4. Pasien dan masyarakat
Kepatuhan pasien terhadap pengobatannya dipengaruhi oleh faktor,
termasuk kepercayaan kultural, keterampilan, serta sikap berkomunikasi
dokter penulis resep dan apoterker, waktu yang terbatas untuk
konsultasi, ketidakcukupan informasi tercetak, dan kepercayaan
masyarakat tentang kemanjuran obat atau rute pemberian tertentu.
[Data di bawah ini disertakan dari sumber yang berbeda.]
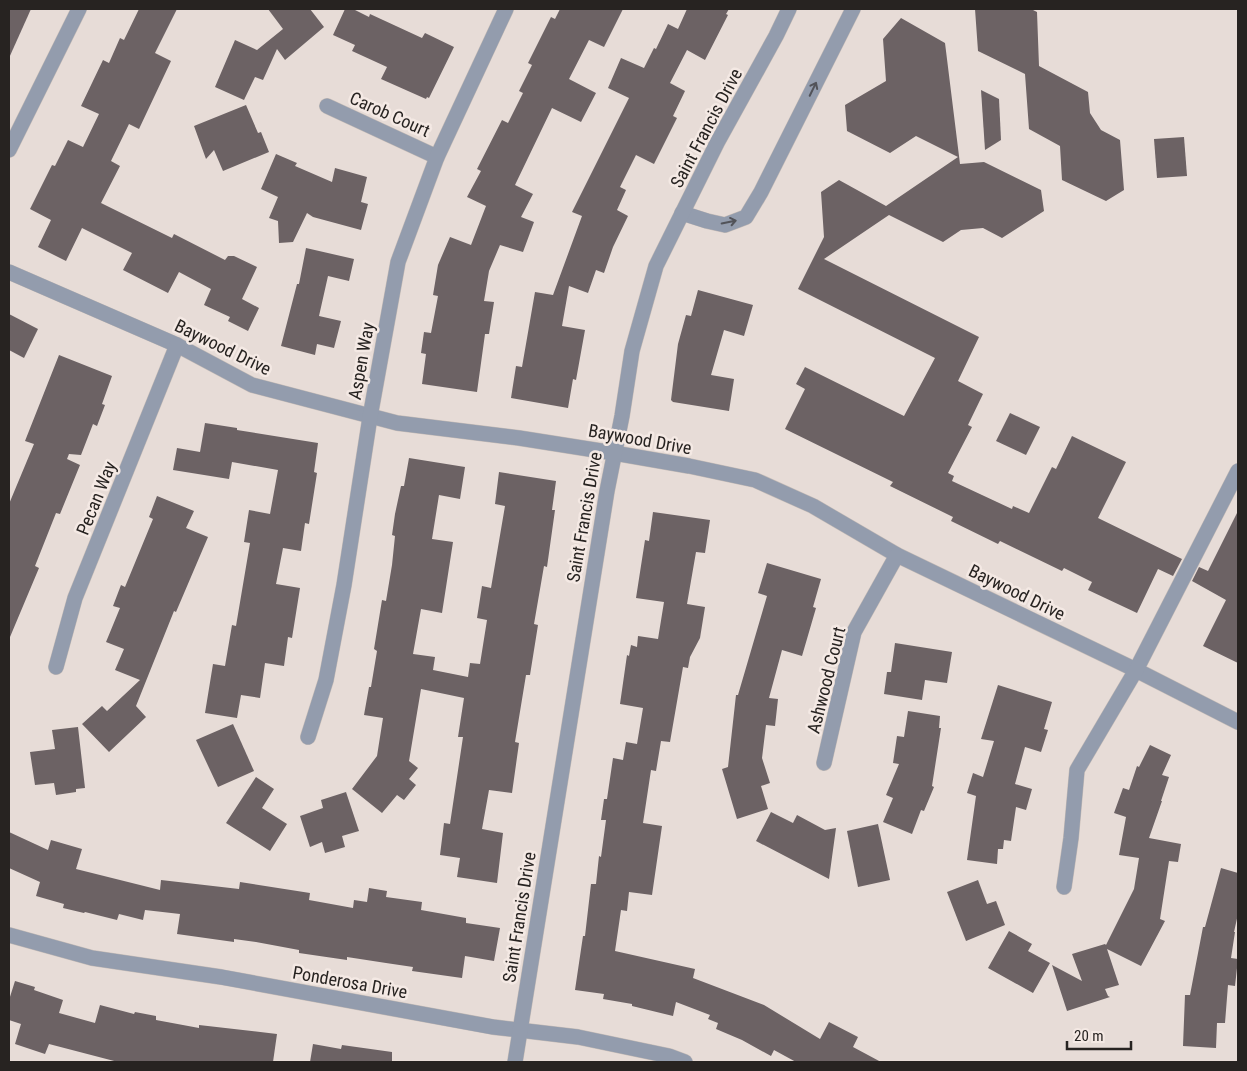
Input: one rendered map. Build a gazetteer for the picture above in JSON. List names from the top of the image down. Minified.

Misalnya, ada kemungkinan suatu kepercayaan bahwa obat injeksi lebih
kuat daripad kapsul atau kapsul lebih efektif daripada tablet.

10
Peranan IFRS sangat signifikan dalam peningkatan kepatuhan
pasien terhadap obat dan regimennya. Interaksi apoteker dengan pasien
secara individu harus dilakukan antara lain dalam pemberian informasi,
konsultasi, dan edukasi tentan obatnya. Interaksi seperti itu akan
meningkatkan pemahaman pasien tentng semua aspek obatnya terutama
penggunaan obat yang benar, dengan demikian diharapkan
kepatuhannya akan meningkat.
Adalah jelas, walaupun pengetahuan serta pengalaman dokter
penulis resep dan apoteker merupakan aspek penting dari interaksi
dokter-apoteker, dokter-pasien, dan apoteker-pasien, tetapi faktor bukan
itu saja. Seperti telah di uraikan diatas koma banyak penyebab
penggunaan obat yang irasional dan banyak faktor terlibat dalam proses
pengambilan keputusan. Berbagai faktor itu berbeda-beda untuk setiap
orang dan pasien.
2.1.1 Dampak Merugikan Dari Penggunaan Obat yang Tidak Rasional
Penggunaan obat yang tidak tepat dapat mengakibatkan efek
merugikan pada biaya perawatan kesehatan, demikian juga mutu terapi
obat dan perawatan medic. Efek negative lainnya adalah meningkatnya
kemungkinan reaksi merugikan dan kepercayaan pasien yang tidak tepat
pada obat.
1. Dampak mutu terapi obat dan perawatan medic
Praktik penulisan obat yang tidak tepat, baik secara langsung
maupun tidak, dapat membahayakan mutu perawatan pasien dan secara
negative mempengaruhi hasil pengobatan. Misalnya, penggunaan oralit
yang kurang untuk diare akut dapat menghalangi sasaran pengobatan,
yakni untuk mencegah atau untuk menangani dehidrasi, jadi mencagah
kematian anak- anak.
Kemungkinan reaksi obat merugikan meningkat apabila obat ditulis
tanpa guna. Misalnya, penyalahgunaan produk injeksi menyebabkan
kejadian syok anafilatik yang tinggi. Antibiotic dan obat kemoterapi

11
yang lewat dosis atau kurang dosis juga menimbulkan cepatnya terjadi
resistensi bakteri atau parasite malaria.
2. Dampak pada biaya
Penggunaaan obat yang berlebihan bahkan obat yang perlu,
menyebabkan pembelanjaan sediaan obat yang berlebihan dan
penghamburan sumber finansial , baik oleh pasien maupun system
pelayanan kesehatan. Dalam banyak rumah sakit pembiayaan sedian
obat yang nonessensial, seperti multivitamin atau obat batuk,
memboroskan sumber finansial yang terbatas, sebaiknya dapat
dialokasikan untuk produk yang lebih essensial dan vital, seperti vaksin
atau antibiotic. Penggunaan obat yang kurang dan tidak tepat pada tahap
dini suatu penyakit, juga dapat menghasilkan biaya berlebihan dengan
peningkatan kemungkinan perpanjangan penyakit hospitalisasi pada
akhirnya.
3. Dampak psikologis
Penulisan obat yang berlebihan mengkomunikasikan pada pasien
bahwa mereka membutuhkan obat untuk setiap dan demua kondisi,
bahkan untuk kondisi yang sepele pun. Konsep bahwa ada obat untuk
setiap kesakitan adalah berbahaya. Pasien datang untuk mengandalkan
diri pada obat dan kepercayaan ini meningkatkan permintaan obat.
Pasien dapat meminta injeksi yang tidak perlu karena selama bertahun –
tahun berhubungan dengan pelayanan kesehatan modern, menjadikan
mereka biasa menerima injeksi dari praktisi.